Part 19 (1/2)
And, by George, I was perfectly right, don't you know. In a day or two along came the usual telegram from Florence, telling me to come to Madison Avenue.
The mere idea of Madison Avenue was beginning to give me that tired feeling, and I made up my mind I wouldn't go near the place. But of course I did. When it came to the point, I simply hadn't the common manly courage to keep away.
Florence was there as before.
”Reginald,” she said, ”I think I shall go raving mad.”
This struck me as a mighty happy solution of everybody's troubles, but I felt it was too good to be true.

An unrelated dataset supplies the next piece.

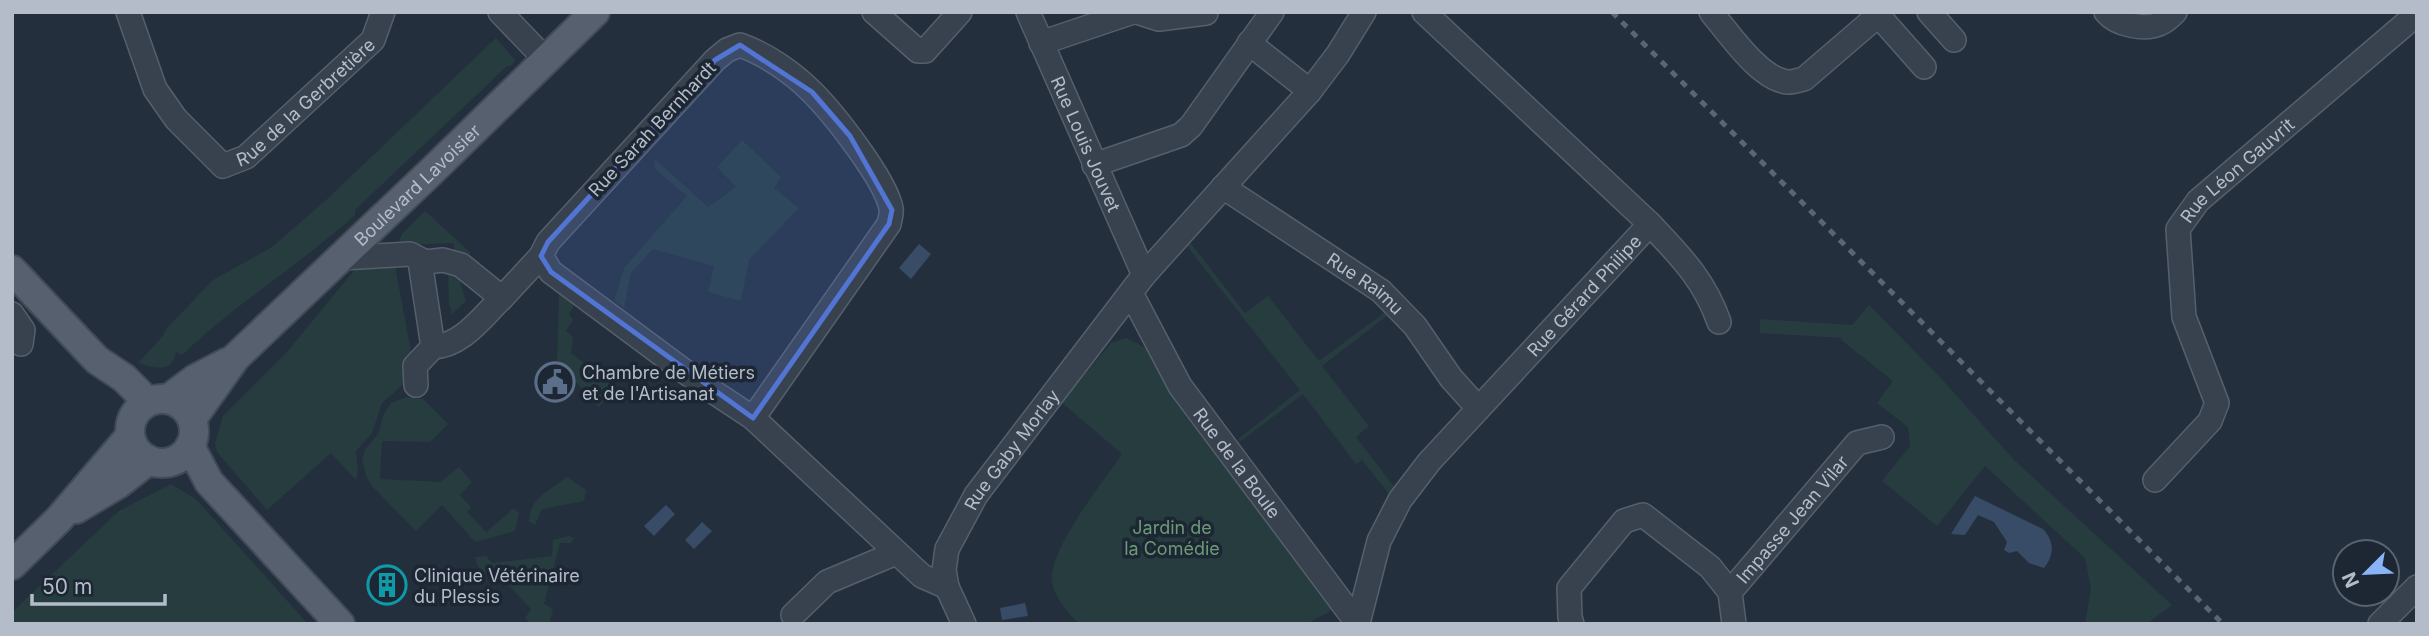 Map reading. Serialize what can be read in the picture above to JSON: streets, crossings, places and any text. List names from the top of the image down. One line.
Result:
{"streets":{"main road":["Boulevard Lavoisier"],"street":["Rue de la Gerbretière","Rue Sarah Bernhardt","Rue Louis Jouvet","Rue Léon Gauvrit","Rue Raimu","Rue Gérard Philipe","Rue Gaby Morlay","Rue de la Boule","Impasse Jean Vilar"]},"crossings":[["Rue Louis Jouvet","Rue Gaby Morlay"],["Rue Louis Jouvet","Rue de la Boule"],["Rue Raimu","Rue Gérard Philipe"],["Rue Gérard Philipe","Rue de la Boule"],["Rue Gaby Morlay","Rue de la Boule"]],"parks":["Jardin de la Comédie"],"places":{"public building":["Chambre de Métiers et de l'Artisanat"],"building":["Clinique Vétérinaire du Plessis"]},"scale_bar":"50 m","north":"bottom left"}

”Over a week ago,” she went on, ”my brother Edwin came up to New York to consult a book at the library. I antic.i.p.ated that this would occupy perhaps an afternoon, and was expecting him back by an early train next day. He did not arrive. He sent an incoherent telegram. But even then I suspected nothing.” She paused. ”Yesterday morning,” she said, ”I had a letter from my aunt Augusta.”
She paused again. She seemed to think I ought to be impressed.
Her eyes tied a bowknot in my spine.
”Let me read you her letter. No, I will tell you its contents. Aunt Augusta had seen Edwin lunching at the Waldorf with a creature.”
”A what?”
”My aunt described her. Her hair was of a curious dull bronze tint.”
”Your aunt's?”
”The woman's. It was then that I began to suspect. How many women with dull bronze hair does Edwin know?”
”Great Scott! Why ask me?”
I had got used to being treated as a sort of ”Hey, Bill!” by Florence, but I was darned if I was going to be expected to be an encyclopedia as well.
”One,” she said. ”That appalling Darrell woman.”
She drew a deep breath.
”Yesterday evening,” she said, ”I saw them together in a taximeter cab. They were obviously on their way to some theatre.”
She fixed me with her eye.
”Reginald,” she said, ”you must go and see her the first thing to-morrow.”
”What!” I cried. ”Me? Why? Why me?”
”Because you are responsible for the whole affair. You introduced Douglas to her. You suggested that he should bring her home. Go to her to-morrow and ascertain her intentions.”
”But----”
”The very first thing.”
”But wouldn't it be better to have a talk with Edwin?”
”I have made every endeavour to see Edwin, but he deliberately avoids me. His answers to my telegrams are willfully evasive.”